→ Task objective
Your answer is to be every line of the material that includes the string "Describe".
*** Exercise inputs ***
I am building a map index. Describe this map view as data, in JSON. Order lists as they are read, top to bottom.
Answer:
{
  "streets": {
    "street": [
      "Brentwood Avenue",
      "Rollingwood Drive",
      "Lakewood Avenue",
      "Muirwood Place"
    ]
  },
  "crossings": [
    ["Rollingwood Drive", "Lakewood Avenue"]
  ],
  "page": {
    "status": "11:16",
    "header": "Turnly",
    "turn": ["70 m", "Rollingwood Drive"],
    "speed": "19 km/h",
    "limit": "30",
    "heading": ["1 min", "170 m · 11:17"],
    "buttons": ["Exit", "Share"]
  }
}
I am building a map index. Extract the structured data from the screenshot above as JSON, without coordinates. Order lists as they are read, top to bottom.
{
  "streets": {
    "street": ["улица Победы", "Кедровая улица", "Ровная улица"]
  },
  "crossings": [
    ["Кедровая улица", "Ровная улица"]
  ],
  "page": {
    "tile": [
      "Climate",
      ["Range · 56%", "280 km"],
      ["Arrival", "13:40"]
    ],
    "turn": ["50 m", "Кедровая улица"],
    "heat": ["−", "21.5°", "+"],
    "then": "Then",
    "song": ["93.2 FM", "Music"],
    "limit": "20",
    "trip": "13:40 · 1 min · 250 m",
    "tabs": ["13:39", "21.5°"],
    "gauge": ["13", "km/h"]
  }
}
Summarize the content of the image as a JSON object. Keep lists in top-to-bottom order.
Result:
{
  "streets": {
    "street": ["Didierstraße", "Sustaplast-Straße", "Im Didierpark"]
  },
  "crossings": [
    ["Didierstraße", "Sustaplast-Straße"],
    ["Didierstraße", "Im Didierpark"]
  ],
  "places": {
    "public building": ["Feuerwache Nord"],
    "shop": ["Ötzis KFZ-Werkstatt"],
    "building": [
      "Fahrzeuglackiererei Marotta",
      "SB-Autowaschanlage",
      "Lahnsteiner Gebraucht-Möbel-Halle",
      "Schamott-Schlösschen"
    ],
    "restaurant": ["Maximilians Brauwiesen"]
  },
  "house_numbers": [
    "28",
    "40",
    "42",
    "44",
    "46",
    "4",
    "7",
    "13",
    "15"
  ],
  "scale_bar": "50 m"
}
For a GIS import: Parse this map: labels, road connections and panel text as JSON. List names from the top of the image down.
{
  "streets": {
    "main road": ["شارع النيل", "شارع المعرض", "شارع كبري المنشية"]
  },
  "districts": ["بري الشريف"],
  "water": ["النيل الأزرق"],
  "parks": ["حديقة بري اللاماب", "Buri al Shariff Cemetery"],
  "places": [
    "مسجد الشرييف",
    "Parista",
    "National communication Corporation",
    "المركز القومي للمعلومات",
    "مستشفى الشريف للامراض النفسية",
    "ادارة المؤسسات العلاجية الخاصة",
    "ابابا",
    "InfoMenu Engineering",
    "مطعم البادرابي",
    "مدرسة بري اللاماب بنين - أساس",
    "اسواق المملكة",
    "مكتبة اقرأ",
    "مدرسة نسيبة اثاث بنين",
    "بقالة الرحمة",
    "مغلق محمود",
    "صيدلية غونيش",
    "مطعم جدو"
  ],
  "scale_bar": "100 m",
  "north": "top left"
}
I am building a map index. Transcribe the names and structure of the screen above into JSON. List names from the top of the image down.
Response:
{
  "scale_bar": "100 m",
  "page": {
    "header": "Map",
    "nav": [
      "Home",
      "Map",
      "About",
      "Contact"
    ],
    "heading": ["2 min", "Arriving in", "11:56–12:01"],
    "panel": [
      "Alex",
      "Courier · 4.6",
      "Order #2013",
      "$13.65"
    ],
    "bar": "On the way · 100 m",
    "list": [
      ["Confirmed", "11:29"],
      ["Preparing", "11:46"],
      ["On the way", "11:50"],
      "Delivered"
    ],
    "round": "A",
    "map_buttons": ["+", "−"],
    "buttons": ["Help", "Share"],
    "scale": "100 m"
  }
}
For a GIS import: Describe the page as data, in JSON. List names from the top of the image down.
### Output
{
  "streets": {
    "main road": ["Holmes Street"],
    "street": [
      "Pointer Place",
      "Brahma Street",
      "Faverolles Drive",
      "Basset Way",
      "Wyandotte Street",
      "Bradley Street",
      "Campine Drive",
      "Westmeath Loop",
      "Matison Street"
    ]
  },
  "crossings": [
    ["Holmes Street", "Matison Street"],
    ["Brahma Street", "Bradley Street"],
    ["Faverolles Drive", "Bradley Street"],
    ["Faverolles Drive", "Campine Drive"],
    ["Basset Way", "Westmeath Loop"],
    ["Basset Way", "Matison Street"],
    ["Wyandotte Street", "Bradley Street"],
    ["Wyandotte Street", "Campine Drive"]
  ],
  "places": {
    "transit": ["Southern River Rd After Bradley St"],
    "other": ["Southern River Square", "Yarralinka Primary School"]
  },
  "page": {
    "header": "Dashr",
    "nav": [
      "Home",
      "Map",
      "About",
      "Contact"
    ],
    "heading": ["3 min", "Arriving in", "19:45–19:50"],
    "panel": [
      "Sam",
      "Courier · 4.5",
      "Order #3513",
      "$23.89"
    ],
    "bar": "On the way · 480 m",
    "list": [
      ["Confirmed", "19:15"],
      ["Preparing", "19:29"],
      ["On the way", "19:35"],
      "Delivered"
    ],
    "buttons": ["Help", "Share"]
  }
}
*** End of Exercise inputs ***
→ Written response
I am building a map index. Describe this map view as data, in JSON. Order lists as they are read, top to bottom.
For a GIS import: Describe the page as data, in JSON. List names from the top of the image down.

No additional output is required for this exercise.